Material for this task —

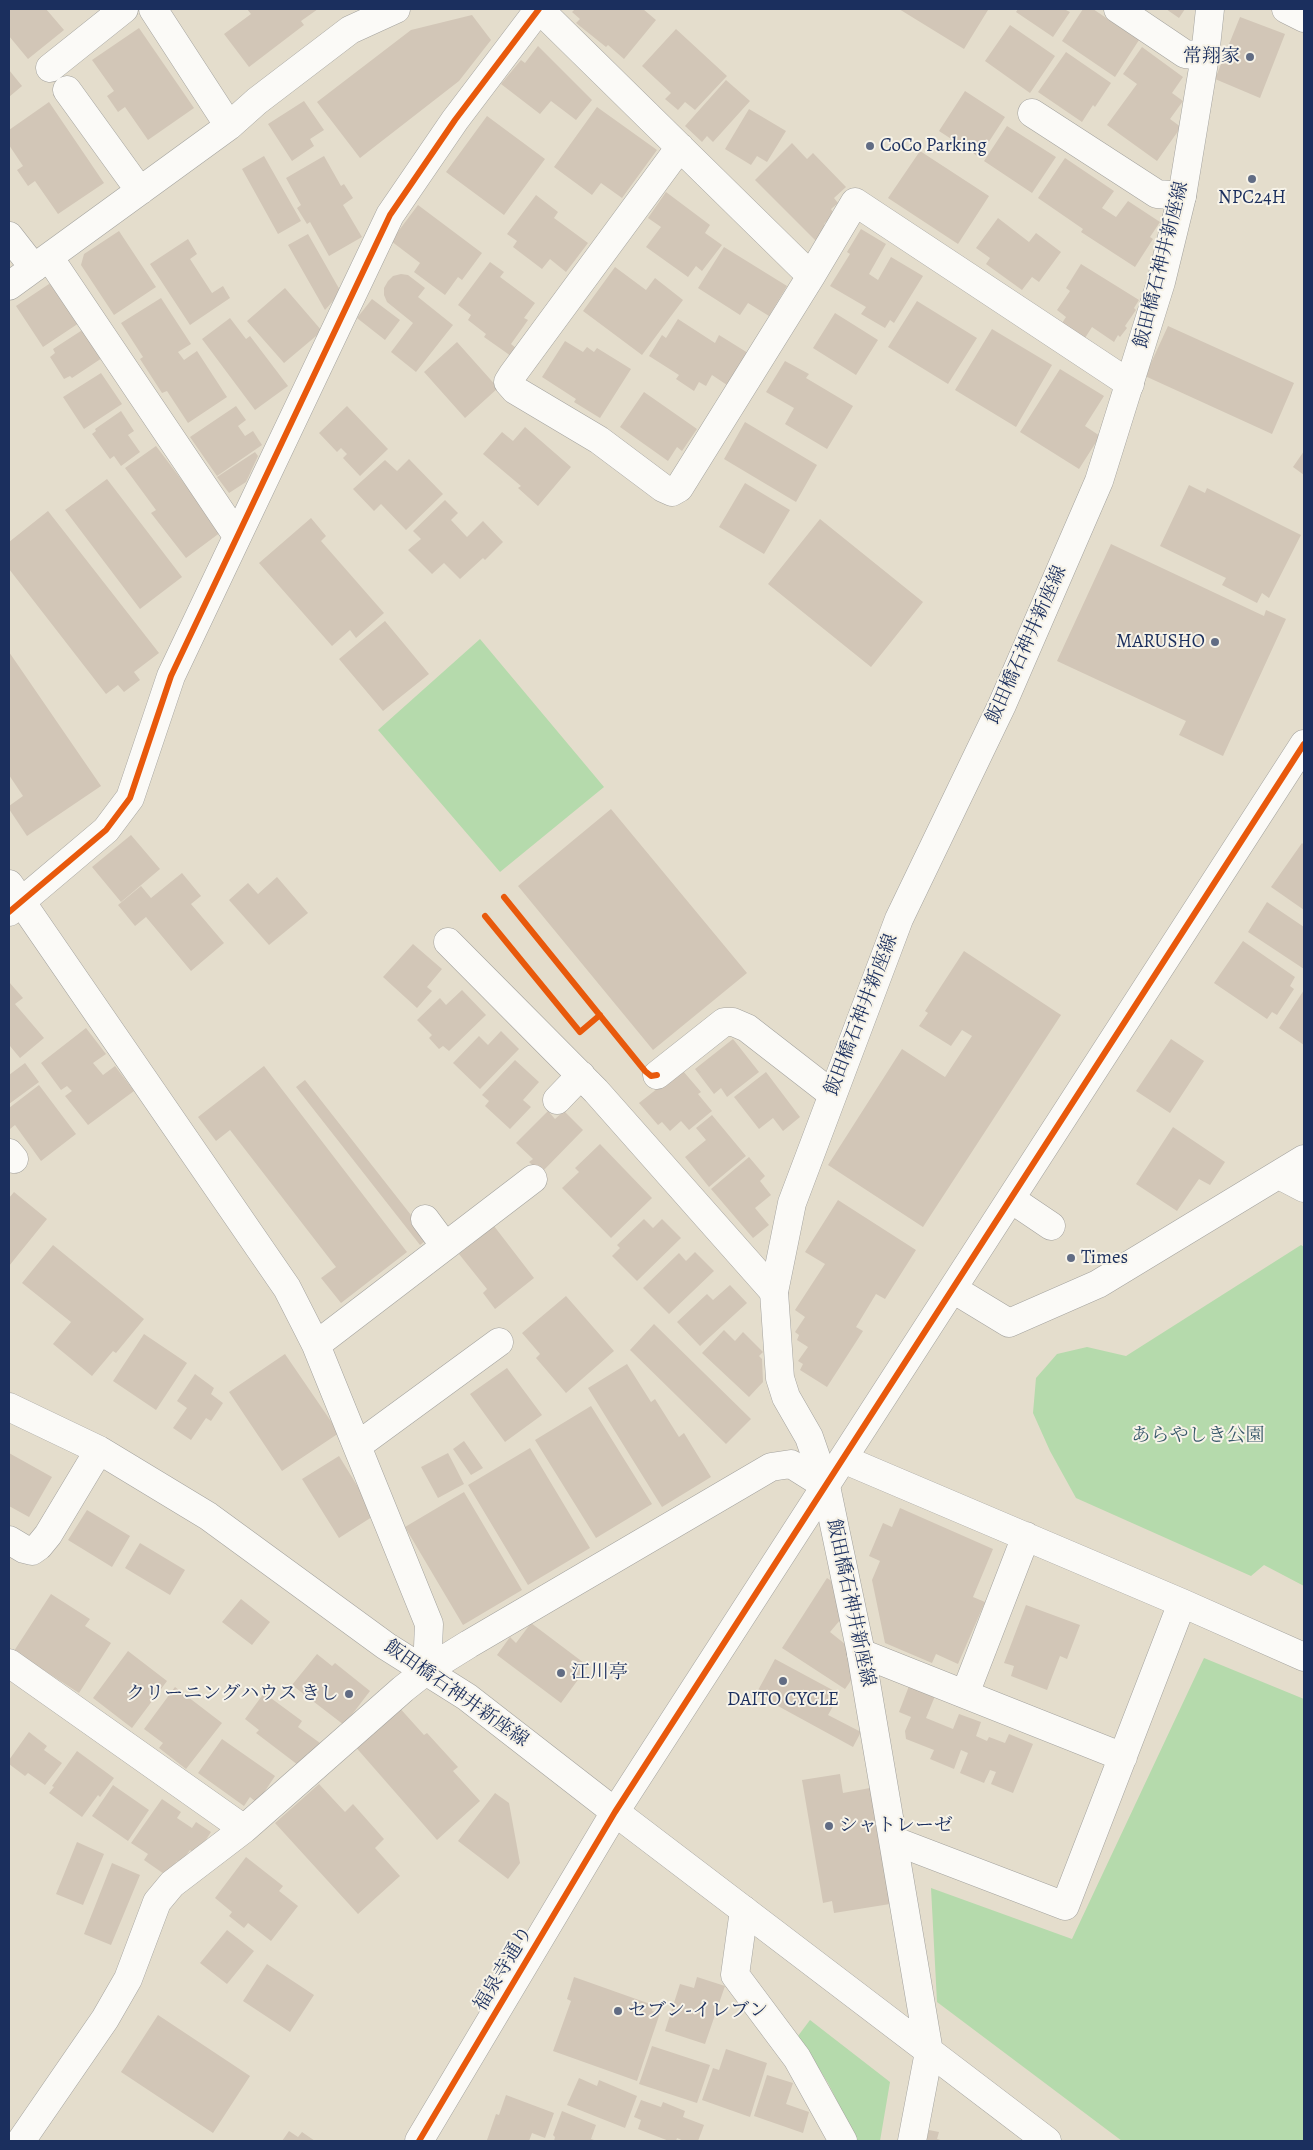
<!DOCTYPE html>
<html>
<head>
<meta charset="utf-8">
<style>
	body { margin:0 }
	#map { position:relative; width:1313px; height:2150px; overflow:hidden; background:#e4ddcc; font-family:Alegreya,serif }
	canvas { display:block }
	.frame { position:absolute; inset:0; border:10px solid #1b2f5e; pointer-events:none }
</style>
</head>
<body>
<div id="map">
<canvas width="1313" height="2150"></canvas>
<div class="frame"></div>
</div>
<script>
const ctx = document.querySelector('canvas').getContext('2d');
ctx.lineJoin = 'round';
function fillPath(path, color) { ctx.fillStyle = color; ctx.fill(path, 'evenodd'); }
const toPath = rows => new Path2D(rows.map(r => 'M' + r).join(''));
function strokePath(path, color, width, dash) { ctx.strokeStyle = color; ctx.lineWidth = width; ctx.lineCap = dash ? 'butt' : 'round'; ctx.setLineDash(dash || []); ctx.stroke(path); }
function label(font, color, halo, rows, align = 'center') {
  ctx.font = font + ' Alegreya,"Noto Serif JP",serif'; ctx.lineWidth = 4; ctx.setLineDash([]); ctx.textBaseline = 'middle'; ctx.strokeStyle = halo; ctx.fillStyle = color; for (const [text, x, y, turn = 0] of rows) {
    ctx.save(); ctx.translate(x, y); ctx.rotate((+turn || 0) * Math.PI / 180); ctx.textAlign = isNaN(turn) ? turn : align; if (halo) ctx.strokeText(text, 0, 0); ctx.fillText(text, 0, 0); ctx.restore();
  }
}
fillPath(toPath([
	[480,639,604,787,500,872,378,730],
	[1301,1245,1304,1247,1304,1586,1264,1565,1251,1576,1076,1498,1050,1451,1033,1413,1036,1378,1057,1354,1087,1347,1126,1356],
	[1204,1658,1304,1699,1304,2141,1122,2141,937,2002,931,1888,1072,1939],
	[810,2020,890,2082,880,2141,857,2141,828,2083,798,2036]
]), '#b5daac');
fillPath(toPath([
	[9,9,46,9,64,30,28,59,9,36],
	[247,9,318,9,301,21,304,25,249,67,224,34,251,14],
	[575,9,643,9,656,20,624,59,608,45,606,47,576,23,580,19,572,12],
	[899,9,985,9,988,10,964,49],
	[1018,9,1064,9,1070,12,1053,37,1016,12],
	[1083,9,1093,9,1139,40,1115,77,1062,41],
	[1166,9,1185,9,1179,18],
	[472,15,491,40,459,81,360,158,317,102,411,30],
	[1240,17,1285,34,1260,98,1215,79],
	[1010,25,1055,56,1030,93,985,61],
	[139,28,194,108,148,140,125,107,118,112,107,96,114,91,92,60],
	[676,29,727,76,695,110,685,102,678,110,665,99,671,93,642,66],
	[538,46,592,100,576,120,551,101,540,114,501,84,521,60,525,63],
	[1142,47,1183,77,1172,93,1183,101,1170,119,1181,127,1157,161,1107,125,1137,84,1123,74],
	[1066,52,1111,83,1095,107,1093,105,1082,122,1038,92],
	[9,70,22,86,9,97],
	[726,80,750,101,713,142,707,136,702,142,685,126],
	[965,91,1005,117,979,157,939,131],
	[304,101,324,130,310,139,314,146,292,161,268,124],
	[49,102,104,183,58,214,35,181,28,186,17,170,23,166,9,145,9,130],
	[597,107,657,150,622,198,601,183,592,195,554,167],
	[749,109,786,131,767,162,757,156,751,165,725,149],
	[487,116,545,159,504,215,446,172],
	[1007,126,1056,157,1032,193,984,161],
	[792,143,807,159,813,153,846,187,834,198,838,203,831,209,834,214,824,224,828,229,816,241,755,180],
	[920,151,989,196,958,244,888,198],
	[264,156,301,221,278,234,242,169],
	[324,156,341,186,344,184,353,198,343,205,362,237,329,256,310,222,307,224,297,208,301,205,286,178],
	[1065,158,1114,191,1102,208,1116,217,1128,201,1160,222,1150,237,1153,239,1135,267,1081,232,1083,229,1038,198],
	[666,192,710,225,705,233,722,245,702,271,696,266,688,277,646,247,661,227,648,218],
	[536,195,558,212,554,218,588,243,566,272,550,259,542,269,513,247,517,241,507,234],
	[418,205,482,253,462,280,458,277,445,295,414,272,420,263,391,241],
	[998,218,1029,242,1036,233,1061,252,1039,282,1032,277,1022,290,986,264,990,258,976,248],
	[861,229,886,244,869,274,878,280,891,257,923,276,894,323,890,320,885,328,861,314,866,307,830,286,850,254,847,252],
	[119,231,156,287,114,315,81,265,84,254],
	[308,234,341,292,325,310,288,245],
	[188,239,197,254,190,259,212,293,223,286,230,298,190,325,150,264],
	[724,247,787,286,769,316,748,303,740,315,698,288],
	[490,262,504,272,500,277,535,303,524,318,528,320,511,344,517,349,511,356,484,337,486,334,468,320,471,315,458,305],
	[1081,264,1139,300,1134,308,1136,310,1125,326,1127,328,1120,337,1118,335,1114,342,1092,327,1085,338,1062,323,1066,317,1057,310,1070,291,1066,288],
	[615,267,646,290,655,278,683,300,642,355,583,311],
	[401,274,408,275,425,288,418,297,453,325,416,372,391,352,413,323,387,302,384,295,384,288,388,281,393,276],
	[49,284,61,288,82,321,43,347,16,306],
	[285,288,322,331,284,363,247,321],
	[161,298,191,344,178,352,184,360,197,351,227,397,188,423,167,391,162,393,140,359,143,357,121,323],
	[372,299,400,320,385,340,357,318],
	[917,301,977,338,948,384,888,347],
	[835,313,878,340,856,375,813,348],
	[230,318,246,339,250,336,288,386,255,410,202,339],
	[678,319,715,343,719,335,748,353,727,385,712,375,706,386,699,382,694,391,676,379,679,375,649,356,662,335,666,338],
	[1168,326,1294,383,1272,434,1145,376],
	[87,327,105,356,72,378,70,376,64,379,50,357,55,353,53,349],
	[992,329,1052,365,1016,427,955,390],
	[565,341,583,352,587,347,594,352,597,348,631,369,600,418,574,402,576,399,542,377],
	[457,342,498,388,465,418,424,372],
	[785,361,809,374,806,378,853,406,827,449,785,424,794,408,766,392],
	[1060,369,1104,396,1085,426,1100,436,1079,469,1020,432],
	[101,373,122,404,84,429,63,397],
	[644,392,697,429,682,451,677,447,668,461,620,427],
	[236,406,246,420,238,426,245,436,253,431,262,445,217,476,190,437],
	[347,406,388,449,360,476,343,458,347,454,341,448,337,452,319,433],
	[121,411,134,431,128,435,140,452,121,466,114,456,110,459,92,434,96,431,95,429],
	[745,422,817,465,796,502,724,459],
	[525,427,571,467,538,506,518,488,521,486,483,454,502,432,513,441],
	[156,446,221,532,186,558,151,513,156,510,125,468],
	[1304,451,1304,475,1293,467],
	[255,452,258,456,246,482,229,493,217,477],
	[409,459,443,494,406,530,381,504,374,511,353,489,385,460,397,471],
	[107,479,182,577,140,609,65,510],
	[745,483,790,510,764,554,719,527],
	[1189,485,1205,493,1207,488,1301,535,1269,598,1262,593,1257,603,1222,585,1226,578,1160,546],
	[445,500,458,513,451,520,467,537,483,521,503,542,485,560,483,558,460,579,444,563,432,574,408,550,421,539,413,531],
	[48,511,159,653,134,672,140,680,124,692,118,685,106,694,9,569,9,542],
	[311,518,326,536,321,541,384,613,356,638,350,630,332,646,259,563],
	[820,519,923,602,871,667,768,584],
	[1111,544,1264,616,1266,610,1286,619,1223,756,1179,735,1186,721,1057,661],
	[385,621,429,674,383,711,339,659],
	[9,652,101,786,27,836,9,809,9,806,23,796,9,775],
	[611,809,747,973,653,1050,518,886],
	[131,835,160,869,121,902,92,867],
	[1302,843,1304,845,1304,910,1271,887],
	[182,873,201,896,191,904,224,943,191,971,146,917,135,926,118,905,141,886,151,898],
	[277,877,308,913,269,945,229,900,248,883,258,894],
	[1267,902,1304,927,1304,969,1248,932],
	[1243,941,1295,977,1290,986,1294,989,1277,1015,1272,1012,1267,1019,1214,983],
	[413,944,442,969,427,987,432,991,417,1008,383,977],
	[964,951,1061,1015,923,1227,828,1165,902,1049,945,1077,972,1036,962,1030,951,1046,919,1026,928,1013,925,1011],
	[9,982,23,998,15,1004,44,1038,20,1058,10,1046,9,1047],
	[462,990,486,1015,449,1051,443,1046,439,1049,429,1038,432,1035,417,1020,440,998,446,1005],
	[1304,990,1304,1045,1279,1028],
	[86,1028,106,1054,93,1063,103,1075,115,1066,134,1091,88,1125,65,1096,72,1091,67,1086,61,1090,41,1063],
	[501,1031,519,1049,480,1089,453,1063,479,1036,488,1045],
	[733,1039,759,1072,727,1097,721,1088,714,1094,695,1069],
	[1171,1039,1204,1061,1170,1113,1136,1091],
	[515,1060,539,1082,523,1100,531,1107,510,1129,485,1106,489,1101,482,1095],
	[25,1063,39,1082,9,1104,9,1075],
	[264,1066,407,1252,341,1303,321,1278,336,1267,230,1130,216,1141,198,1117],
	[683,1071,701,1092,698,1094,712,1111,689,1130,681,1121,670,1131,662,1122,658,1125,639,1103,667,1081,669,1083],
	[766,1072,800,1117,783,1131,773,1118,759,1129,734,1097],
	[305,1080,429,1238,420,1245,296,1087],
	[39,1085,76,1134,41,1161,15,1125,10,1129,9,1127,9,1108],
	[548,1111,555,1119,564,1111,583,1130,541,1173,529,1162,533,1159,516,1143],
	[712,1115,746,1156,709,1187,685,1157,706,1140,696,1128],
	[1173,1127,1225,1162,1210,1185,1199,1179,1177,1211,1136,1184],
	[600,1144,652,1198,611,1238,562,1188,579,1172,575,1168],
	[749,1157,765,1176,760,1181,771,1195,755,1208,769,1225,753,1238,711,1189],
	[14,1192,47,1219,9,1266,9,1198],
	[838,1200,916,1250,885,1299,876,1294,856,1327,863,1331,827,1387,800,1370,803,1364,798,1361,808,1347,797,1340,799,1335,795,1332,805,1317,795,1310,825,1264,805,1252],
	[644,1219,653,1228,662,1219,681,1238,637,1281,612,1256,620,1248,617,1245],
	[494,1226,534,1278,495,1309,483,1293,487,1289,459,1254],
	[53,1245,144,1319,116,1353,113,1351,92,1376,53,1344,71,1322,22,1283],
	[695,1252,714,1271,669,1314,643,1288,679,1253,686,1261],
	[730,1285,747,1303,700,1346,677,1322,707,1294,713,1300],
	[566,1296,614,1351,566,1393,536,1358,540,1354,522,1333],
	[654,1324,751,1419,726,1444,630,1350],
	[724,1330,735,1341,743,1332,763,1352,759,1356,762,1359,763,1382,749,1397,702,1353],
	[144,1334,187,1363,156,1410,113,1381],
	[285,1354,339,1433,282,1471,229,1392],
	[627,1364,651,1402,655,1399,679,1437,684,1433,711,1477,662,1507,588,1388],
	[507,1368,542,1415,505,1442,470,1394],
	[195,1374,214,1388,211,1394,223,1403,211,1421,206,1418,191,1440,173,1428,187,1408,177,1401],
	[591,1406,652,1504,596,1538,535,1440],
	[464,1441,483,1468,471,1475,453,1449],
	[530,1448,590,1548,528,1585,468,1485],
	[9,1453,52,1477,29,1517,9,1506],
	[448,1453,464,1484,438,1498,421,1467],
	[339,1456,375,1515,339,1538,302,1479],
	[464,1492,522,1590,463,1625,405,1527],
	[900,1508,993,1549,973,1597,985,1602,958,1664,936,1654,932,1663,885,1643,872,1580,880,1561,869,1556,883,1523,892,1527],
	[87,1510,130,1536,112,1567,68,1540],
	[140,1543,185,1570,170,1595,125,1568],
	[827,1578,833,1582,841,1619,830,1632,845,1644,852,1679,845,1689,782,1648],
	[51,1594,90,1619,85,1626,111,1643,79,1693,14,1651],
	[241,1599,270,1622,252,1645,222,1622],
	[1026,1605,1080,1625,1067,1659,1060,1656,1047,1690,1011,1676,1014,1666,1004,1663],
	[531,1623,588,1666,561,1703,497,1655,510,1637,516,1643],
	[128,1651,167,1681,132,1728,93,1698],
	[317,1654,332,1666,335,1663,370,1691,344,1725,292,1685],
	[775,1659,840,1694,828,1715,861,1732,853,1747,756,1694],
	[909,1686,935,1696,926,1718,953,1729,959,1714,981,1722,976,1736,987,1741,989,1737,1005,1743,1009,1734,1033,1744,1013,1793,991,1784,996,1772,990,1770,984,1783,960,1773,968,1753,961,1750,954,1769,930,1759,934,1750,906,1739,905,1731,911,1717,899,1712],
	[175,1687,222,1723,186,1769,159,1748,163,1743,144,1729],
	[264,1693,302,1721,298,1727,320,1743,302,1768,256,1733,259,1730,245,1719],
	[397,1705,424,1735,427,1733,458,1767,453,1771,480,1801,437,1840,353,1744],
	[29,1732,47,1746,44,1750,62,1763,45,1785,28,1773,25,1776,9,1764,9,1760],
	[222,1739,275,1776,257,1803,250,1797,244,1806,198,1773],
	[77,1751,114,1778,100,1797,98,1795,82,1817,49,1793,54,1787,52,1786],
	[840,1774,843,1793,870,1788,890,1904,834,1913,832,1901,823,1903,802,1780],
	[319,1784,345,1812,353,1804,384,1839,375,1848,400,1876,358,1914,275,1823],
	[113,1785,149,1810,128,1841,92,1816],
	[495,1793,509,1803,520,1863,508,1879,458,1841],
	[162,1799,181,1812,177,1818,192,1828,196,1822,211,1832,196,1855,190,1850,180,1864,177,1861,167,1876,144,1860,148,1854,131,1843],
	[77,1842,104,1854,83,1905,56,1894],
	[246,1857,283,1886,279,1891,298,1906,271,1941,248,1923,244,1928,229,1916,232,1912,215,1898],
	[112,1863,140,1875,111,1945,84,1934],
	[227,1930,254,1951,227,1984,200,1963],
	[267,1964,314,1995,290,2032,243,2001],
	[574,1977,653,2005,652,2011,660,2013,637,2081,553,2051,571,2001,567,1999],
	[697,1977,725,1986,705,2044,665,2031,680,1984,694,1988],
	[158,2015,250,2076,213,2133,121,2072],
	[652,2046,710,2065,697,2103,639,2084],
	[726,2049,767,2063,750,2117,702,2100,713,2068,719,2070],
	[767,2075,793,2083,786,2104,809,2112,803,2133,754,2116],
	[579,2078,597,2086,599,2080,637,2096,625,2128,567,2105],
	[506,2095,554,2113,545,2138,532,2133,529,2141,487,2140,496,2114,499,2115],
	[641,2100,661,2107,663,2102,685,2111,683,2117,704,2125,698,2141,684,2141,677,2138,676,2141,669,2141,638,2129,641,2120,634,2117],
	[562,2111,596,2125,591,2139,597,2141,554,2141,555,2137,553,2135],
	[929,2130,939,2132,937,2139,944,2141,926,2141],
	[289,2131,298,2137,302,2132,315,2141,282,2141]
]), '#d2c6b7');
const minor = toPath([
	[153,9,229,126],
	[539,9,811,276,855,202,1130,384],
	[1118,9,1185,54,1205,56],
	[1286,9,1304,18],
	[50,68,124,9],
	[67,90,140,191],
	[1032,113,1157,194,1182,196],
	[680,147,513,374,508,382,515,390,599,440,663,488,672,492,679,488,811,276],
	[9,236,34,268],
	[49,257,237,536],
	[9,286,229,126,257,101,350,30,396,9],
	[9,884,287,1288,316,1345,429,1624,427,1670],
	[9,912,106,830,130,798,171,676,390,215,455,120,539,9],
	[448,942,596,1091,774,1292],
	[657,1075,724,1022,733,1022,747,1028,832,1094],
	[557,1100,581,1075],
	[9,1153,14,1159],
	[1279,1175,1304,1188],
	[1011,1199,1051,1226],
	[425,1219,445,1246],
	[953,1289,1009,1323,1098,1284,1304,1159],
	[316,1345,533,1179],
	[9,1407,99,1450,208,1516,386,1646,467,1697,615,1812],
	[357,1446,499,1342],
	[843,1459,1182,1603,1304,1657],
	[9,1540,24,1549,32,1551,39,1546,48,1535,99,1450],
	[861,1653,1123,1757],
	[9,1663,244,1829],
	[965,1694,1026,1536],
	[895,1841,1065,1906,1182,1603],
	[744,1910,735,1975,797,2058,843,2141],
	[21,2141,105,2019,128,1979,157,1902,172,1884,244,1829,403,1689,427,1670,469,1644,771,1467,791,1464,826,1486],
	[419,2141,615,1812,1304,744],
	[912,2141,929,2052]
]);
const major = toPath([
	[615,1812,1047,2141],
	[929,2052,861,1653,826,1486,809,1437,786,1397,780,1378,774,1292,792,1203,899,919,1002,705,1099,481,1161,282,1182,196,1205,56,1210,9]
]);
strokePath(minor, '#a3a29e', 29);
strokePath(major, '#a3a29e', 29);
strokePath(minor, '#fbfaf7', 28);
strokePath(major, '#fbfaf7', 28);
strokePath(toPath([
	[504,897,645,1071,651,1076,657,1075],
	[9,912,106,830,130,798,171,676,390,215,455,120,539,9],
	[485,916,580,1032,600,1015],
	[419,2141,615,1812,1304,744]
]), '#e8590c', 6);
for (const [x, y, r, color] of [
	[1250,57,5,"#616c84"],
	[870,146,5,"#616c84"],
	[1252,179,5,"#616c84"],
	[1215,642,5,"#616c84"],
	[1071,1258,5,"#616c84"],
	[561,1673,5,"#616c84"],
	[783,1681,5,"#616c84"],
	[349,1694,5,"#616c84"],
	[829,1826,5,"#616c84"],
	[618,2011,5,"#616c84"]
]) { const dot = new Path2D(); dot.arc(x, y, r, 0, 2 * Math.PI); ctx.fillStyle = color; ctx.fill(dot); strokePath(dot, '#f7f3e8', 2); }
label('19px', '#1b2f5e', '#f7f3e8', [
	["常翔家",1240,57,"right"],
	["CoCo Parking",880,146],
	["NPC24H",1252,198,"center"],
	["MARUSHO",1205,642,"right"],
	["Times",1081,1258],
	["江川亭",571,1673],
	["クリーニングハウス きし",339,1694,"right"],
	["DAITO CYCLE",783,1700,"center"],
	["シャトレーゼ",839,1826],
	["セブン-イレブン",628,2011]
], 'left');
label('19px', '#1b2f5e', '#f7f3e8', [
	["飯田橋石神井新座線",1162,265,-76],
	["飯田橋石神井新座線",1027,645,-66],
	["飯田橋石神井新座線",862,1015,-69],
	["飯田橋石神井新座線",850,1603,78],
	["飯田橋石神井新座線",456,1694,35],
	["福泉寺通り",504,1969,-59]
]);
label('19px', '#38596b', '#f7f3e8', [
	["あらやしき公園",1198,1436]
]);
</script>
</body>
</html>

Assigned task —
Copy every line from the records above that contains the word "lineWidth".

Solution for this task —
function strokePath(path, color, width, dash) { ctx.strokeStyle = color; ctx.lineWidth = width; ctx.lineCap = dash ? 'butt' : 'round'; ctx.setLineDash(dash || []); ctx.stroke(path); }
  ctx.font = font + ' Alegreya,"Noto Serif JP",serif'; ctx.lineWidth = 4; ctx.setLineDash([]); ctx.textBaseline = 'middle'; ctx.strokeStyle = halo; ctx.fillStyle = color; for (const [text, x, y, turn = 0] of rows) {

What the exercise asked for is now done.